Stored data entries:
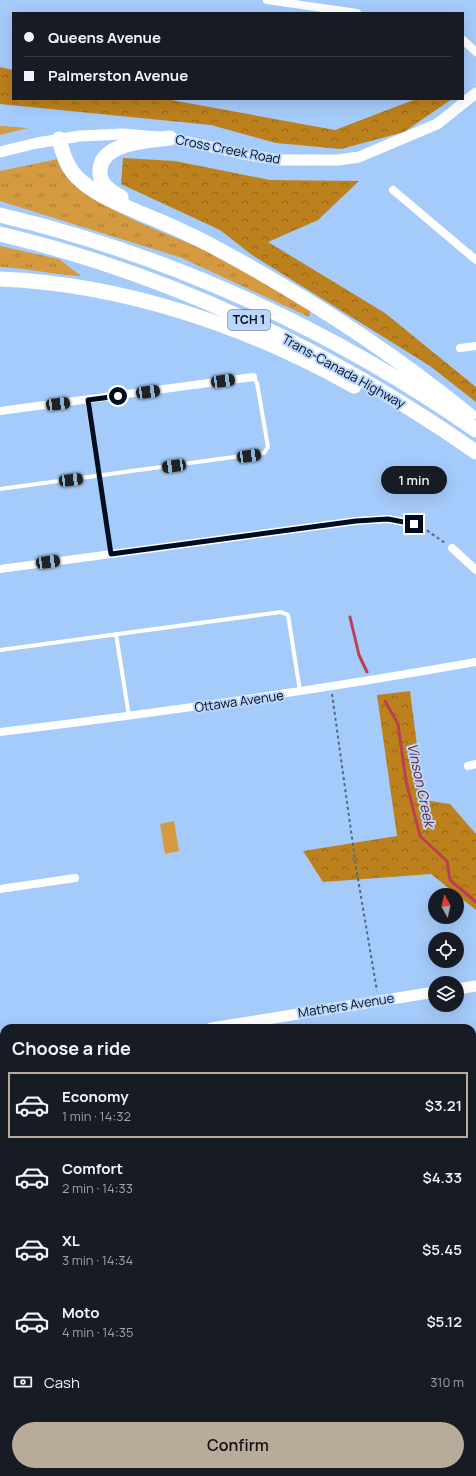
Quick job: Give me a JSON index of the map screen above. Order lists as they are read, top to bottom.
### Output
{
  "streets": {
    "highway": ["TCH 1", "Trans-Canada Highway"],
    "street": ["Cross Creek Road", "Ottawa Avenue", "Mathers Avenue"]
  },
  "water": ["Vinson Creek"],
  "north": "top",
  "page": {
    "banner": ["Queens Avenue", "Palmerston Avenue"],
    "bubble": "1 min",
    "heading": "Choose a ride",
    "list": [
      {
        "name": "Economy",
        "note": "1 min · 14:32",
        "value": "$3.21"
      },
      {
        "name": "Comfort",
        "note": "2 min · 14:33",
        "value": "$4.33"
      },
      {
        "name": "XL",
        "note": "3 min · 14:34",
        "value": "$5.45"
      },
      {
        "name": "Moto",
        "note": "4 min · 14:35",
        "value": "$5.12"
      }
    ],
    "pay": ["Cash", "310 m"],
    "buttons": "Confirm"
  }
}
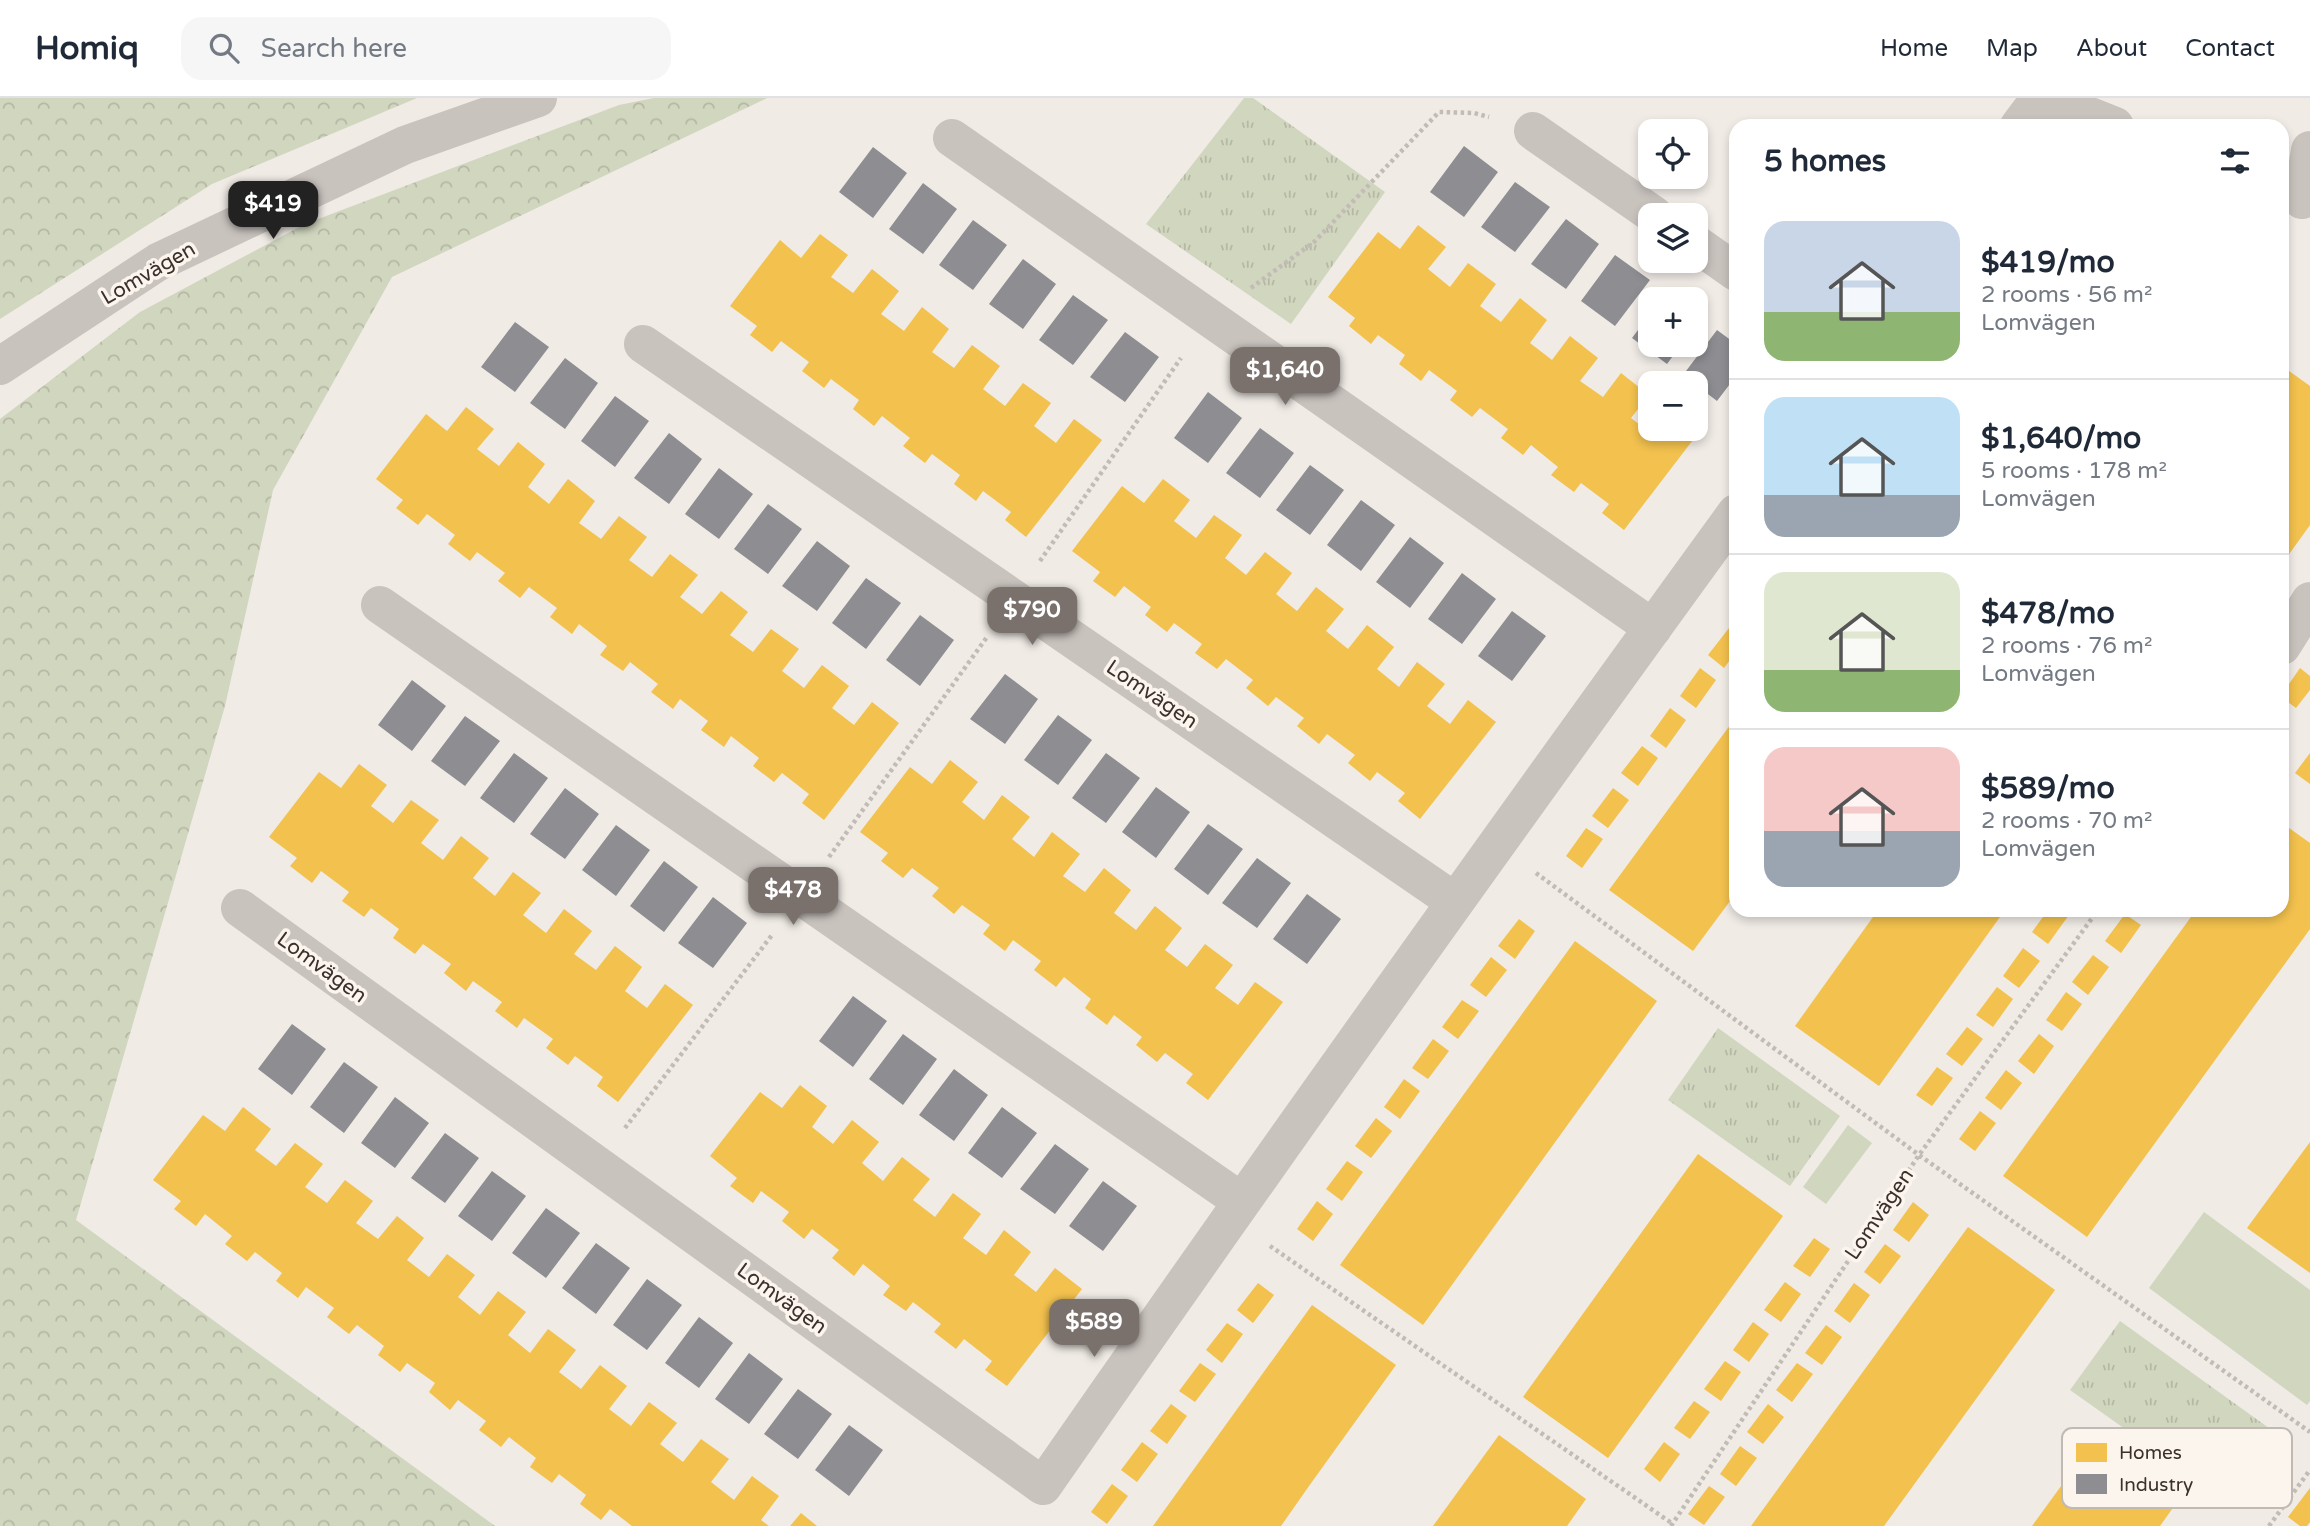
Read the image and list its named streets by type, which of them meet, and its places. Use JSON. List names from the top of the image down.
{
  "streets": {
    "street": ["Lomvägen"]
  },
  "legend": ["Homes", "Industry"],
  "page": {
    "header": "Homiq",
    "search": "Search here",
    "nav": [
      "Home",
      "Map",
      "About",
      "Contact"
    ],
    "map_buttons": ["+", "−"],
    "heading": "5 homes",
    "price": [
      "$419",
      "$1,640",
      "$790",
      "$478",
      "$589"
    ],
    "list": [
      {
        "name": "$419/mo",
        "note": "2 rooms · 56 m² · Lomvägen"
      },
      {
        "name": "$1,640/mo",
        "note": "5 rooms · 178 m² · Lomvägen"
      },
      {
        "name": "$478/mo",
        "note": "2 rooms · 76 m² · Lomvägen"
      },
      {
        "name": "$589/mo",
        "note": "2 rooms · 70 m² · Lomvägen"
      }
    ]
  }
}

> WORK ORDER: Pull out every line holding "Lomvägen" from the records above, and copy it.

> YOUR RESPONSE:
    "street": ["Lomvägen"]
        "note": "2 rooms · 56 m² · Lomvägen"
        "note": "5 rooms · 178 m² · Lomvägen"
        "note": "2 rooms · 76 m² · Lomvägen"
        "note": "2 rooms · 70 m² · Lomvägen"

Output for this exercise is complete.